─── Supplied material ───

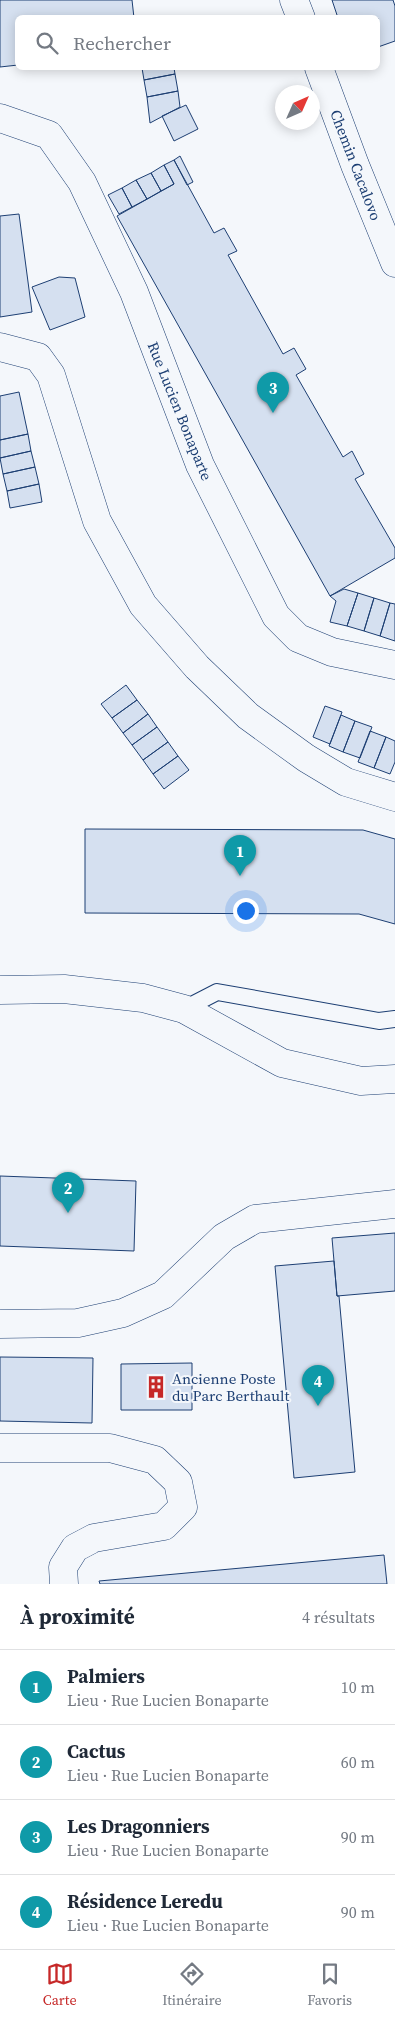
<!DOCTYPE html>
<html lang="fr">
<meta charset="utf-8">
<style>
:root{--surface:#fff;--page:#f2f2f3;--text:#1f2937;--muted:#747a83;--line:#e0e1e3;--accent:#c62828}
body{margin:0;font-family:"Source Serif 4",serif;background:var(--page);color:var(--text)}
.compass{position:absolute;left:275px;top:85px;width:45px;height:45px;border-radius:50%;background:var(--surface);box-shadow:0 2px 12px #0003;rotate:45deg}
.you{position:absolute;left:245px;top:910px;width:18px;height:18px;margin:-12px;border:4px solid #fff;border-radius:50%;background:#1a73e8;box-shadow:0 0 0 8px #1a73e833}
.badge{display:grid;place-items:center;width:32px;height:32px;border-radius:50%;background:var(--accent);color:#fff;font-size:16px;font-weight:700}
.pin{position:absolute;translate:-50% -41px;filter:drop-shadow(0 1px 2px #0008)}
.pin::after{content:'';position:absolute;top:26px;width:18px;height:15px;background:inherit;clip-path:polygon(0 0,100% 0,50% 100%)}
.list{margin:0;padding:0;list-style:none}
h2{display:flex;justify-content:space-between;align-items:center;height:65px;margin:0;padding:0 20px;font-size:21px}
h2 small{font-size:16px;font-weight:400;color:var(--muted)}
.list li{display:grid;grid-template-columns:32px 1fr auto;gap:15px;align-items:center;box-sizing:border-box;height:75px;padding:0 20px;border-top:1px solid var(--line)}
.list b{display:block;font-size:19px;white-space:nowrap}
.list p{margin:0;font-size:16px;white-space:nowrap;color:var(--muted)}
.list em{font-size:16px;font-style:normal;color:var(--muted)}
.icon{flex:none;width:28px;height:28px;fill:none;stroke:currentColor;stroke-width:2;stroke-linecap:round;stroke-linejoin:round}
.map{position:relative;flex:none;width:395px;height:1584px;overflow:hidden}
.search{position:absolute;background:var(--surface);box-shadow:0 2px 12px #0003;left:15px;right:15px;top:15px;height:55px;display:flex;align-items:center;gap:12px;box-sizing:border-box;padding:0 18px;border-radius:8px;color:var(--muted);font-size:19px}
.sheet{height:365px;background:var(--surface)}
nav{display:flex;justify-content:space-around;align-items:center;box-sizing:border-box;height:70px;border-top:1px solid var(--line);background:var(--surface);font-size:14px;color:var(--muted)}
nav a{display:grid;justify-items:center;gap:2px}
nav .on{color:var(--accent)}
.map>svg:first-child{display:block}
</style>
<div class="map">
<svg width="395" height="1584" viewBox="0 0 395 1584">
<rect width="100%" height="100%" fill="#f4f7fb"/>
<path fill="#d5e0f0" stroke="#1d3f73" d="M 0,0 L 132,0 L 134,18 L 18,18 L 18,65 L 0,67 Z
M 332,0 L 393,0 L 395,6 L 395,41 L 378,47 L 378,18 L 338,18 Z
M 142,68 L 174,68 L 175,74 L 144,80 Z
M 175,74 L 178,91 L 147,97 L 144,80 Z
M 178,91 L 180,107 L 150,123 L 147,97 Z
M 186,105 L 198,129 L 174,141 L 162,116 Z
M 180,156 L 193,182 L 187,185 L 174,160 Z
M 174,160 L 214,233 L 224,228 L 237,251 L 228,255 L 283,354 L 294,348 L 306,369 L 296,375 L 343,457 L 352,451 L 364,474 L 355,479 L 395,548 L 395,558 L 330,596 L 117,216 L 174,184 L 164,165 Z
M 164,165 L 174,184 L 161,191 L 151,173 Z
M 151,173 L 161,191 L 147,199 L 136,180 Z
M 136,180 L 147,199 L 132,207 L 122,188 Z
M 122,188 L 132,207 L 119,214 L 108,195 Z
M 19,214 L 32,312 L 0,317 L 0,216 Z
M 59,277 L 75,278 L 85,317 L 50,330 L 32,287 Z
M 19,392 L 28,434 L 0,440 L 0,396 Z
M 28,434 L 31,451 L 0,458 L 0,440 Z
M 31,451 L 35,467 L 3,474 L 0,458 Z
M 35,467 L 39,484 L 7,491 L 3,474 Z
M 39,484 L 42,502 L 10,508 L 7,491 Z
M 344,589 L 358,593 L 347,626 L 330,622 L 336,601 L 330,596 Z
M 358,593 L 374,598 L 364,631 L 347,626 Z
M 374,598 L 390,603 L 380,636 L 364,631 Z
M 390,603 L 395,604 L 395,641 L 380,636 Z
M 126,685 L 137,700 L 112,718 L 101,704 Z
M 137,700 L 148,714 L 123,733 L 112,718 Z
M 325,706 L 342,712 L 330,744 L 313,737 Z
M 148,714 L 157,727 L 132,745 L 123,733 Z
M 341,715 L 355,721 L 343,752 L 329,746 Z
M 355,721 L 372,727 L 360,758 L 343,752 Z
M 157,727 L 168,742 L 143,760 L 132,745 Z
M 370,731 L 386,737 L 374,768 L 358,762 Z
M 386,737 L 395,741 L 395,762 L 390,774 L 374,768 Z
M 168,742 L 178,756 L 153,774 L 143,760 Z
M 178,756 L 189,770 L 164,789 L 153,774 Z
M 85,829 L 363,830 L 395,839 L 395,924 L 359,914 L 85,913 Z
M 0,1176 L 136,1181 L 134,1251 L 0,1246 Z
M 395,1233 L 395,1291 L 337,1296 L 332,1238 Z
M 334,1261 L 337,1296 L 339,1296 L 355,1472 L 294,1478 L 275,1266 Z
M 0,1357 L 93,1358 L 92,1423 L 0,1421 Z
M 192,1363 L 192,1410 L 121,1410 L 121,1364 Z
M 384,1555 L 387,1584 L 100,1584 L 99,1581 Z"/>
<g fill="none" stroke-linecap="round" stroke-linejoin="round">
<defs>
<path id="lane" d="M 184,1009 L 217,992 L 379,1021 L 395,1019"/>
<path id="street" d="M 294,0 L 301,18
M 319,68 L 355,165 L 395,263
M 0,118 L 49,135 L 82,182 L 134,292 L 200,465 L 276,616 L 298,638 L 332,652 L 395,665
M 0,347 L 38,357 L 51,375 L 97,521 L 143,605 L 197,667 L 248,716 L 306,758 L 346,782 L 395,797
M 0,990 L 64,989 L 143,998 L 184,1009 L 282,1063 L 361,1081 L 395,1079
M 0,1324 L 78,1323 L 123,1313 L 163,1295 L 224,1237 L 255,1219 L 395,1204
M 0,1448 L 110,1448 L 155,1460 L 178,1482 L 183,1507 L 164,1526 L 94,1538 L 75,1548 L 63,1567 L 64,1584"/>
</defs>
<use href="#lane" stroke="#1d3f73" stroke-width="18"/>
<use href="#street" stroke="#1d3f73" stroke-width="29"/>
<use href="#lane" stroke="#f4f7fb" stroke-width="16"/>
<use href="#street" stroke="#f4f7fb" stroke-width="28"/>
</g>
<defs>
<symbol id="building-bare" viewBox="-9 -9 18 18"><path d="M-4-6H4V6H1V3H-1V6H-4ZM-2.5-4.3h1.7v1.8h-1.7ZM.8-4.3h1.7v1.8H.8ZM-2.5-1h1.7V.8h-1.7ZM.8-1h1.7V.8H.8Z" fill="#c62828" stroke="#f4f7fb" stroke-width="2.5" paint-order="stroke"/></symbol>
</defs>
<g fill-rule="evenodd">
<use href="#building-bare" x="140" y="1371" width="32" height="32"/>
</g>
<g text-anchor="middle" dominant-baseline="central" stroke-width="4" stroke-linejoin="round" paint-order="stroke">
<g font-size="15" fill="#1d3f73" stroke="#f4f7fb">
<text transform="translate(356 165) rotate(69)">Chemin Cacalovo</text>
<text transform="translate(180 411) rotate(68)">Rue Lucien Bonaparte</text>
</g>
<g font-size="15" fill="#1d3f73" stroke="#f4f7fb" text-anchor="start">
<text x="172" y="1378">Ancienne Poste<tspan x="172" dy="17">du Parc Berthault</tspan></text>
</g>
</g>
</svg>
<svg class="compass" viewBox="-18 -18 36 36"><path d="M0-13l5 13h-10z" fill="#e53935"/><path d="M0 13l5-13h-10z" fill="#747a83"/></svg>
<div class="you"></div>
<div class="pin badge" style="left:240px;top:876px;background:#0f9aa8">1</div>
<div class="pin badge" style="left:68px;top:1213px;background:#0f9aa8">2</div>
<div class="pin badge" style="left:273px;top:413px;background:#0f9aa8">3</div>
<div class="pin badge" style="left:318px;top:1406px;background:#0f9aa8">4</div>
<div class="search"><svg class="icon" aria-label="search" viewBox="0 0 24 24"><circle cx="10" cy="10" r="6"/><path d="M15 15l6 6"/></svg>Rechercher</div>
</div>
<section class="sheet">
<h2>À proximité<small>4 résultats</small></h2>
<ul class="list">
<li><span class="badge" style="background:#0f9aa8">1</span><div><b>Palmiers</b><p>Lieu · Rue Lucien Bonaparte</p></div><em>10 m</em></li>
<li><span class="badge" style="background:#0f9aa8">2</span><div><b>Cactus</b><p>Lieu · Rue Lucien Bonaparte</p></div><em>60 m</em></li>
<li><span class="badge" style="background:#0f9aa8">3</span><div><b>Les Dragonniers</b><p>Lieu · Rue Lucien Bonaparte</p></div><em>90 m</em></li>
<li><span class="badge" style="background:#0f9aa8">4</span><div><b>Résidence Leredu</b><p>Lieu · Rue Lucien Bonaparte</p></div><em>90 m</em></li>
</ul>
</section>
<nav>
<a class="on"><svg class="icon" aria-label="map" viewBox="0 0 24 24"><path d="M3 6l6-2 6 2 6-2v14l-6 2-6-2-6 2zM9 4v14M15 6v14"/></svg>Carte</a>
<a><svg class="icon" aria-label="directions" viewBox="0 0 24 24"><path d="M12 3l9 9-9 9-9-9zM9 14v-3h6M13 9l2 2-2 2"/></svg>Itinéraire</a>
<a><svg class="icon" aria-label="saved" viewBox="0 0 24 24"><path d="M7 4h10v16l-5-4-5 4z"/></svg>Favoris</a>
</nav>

───

For each line in the records that contains the word "solid", make a copy.

.you{position:absolute;left:245px;top:910px;width:18px;height:18px;margin:-12px;border:4px solid #fff;border-radius:50%;background:#1a73e8;box-shadow:0 0 0 8px #1a73e833}
.list li{display:grid;grid-template-columns:32px 1fr auto;gap:15px;align-items:center;box-sizing:border-box;height:75px;padding:0 20px;border-top:1px solid var(--line)}
nav{display:flex;justify-content:space-around;align-items:center;box-sizing:border-box;height:70px;border-top:1px solid var(--line);background:var(--surface);font-size:14px;color:var(--muted)}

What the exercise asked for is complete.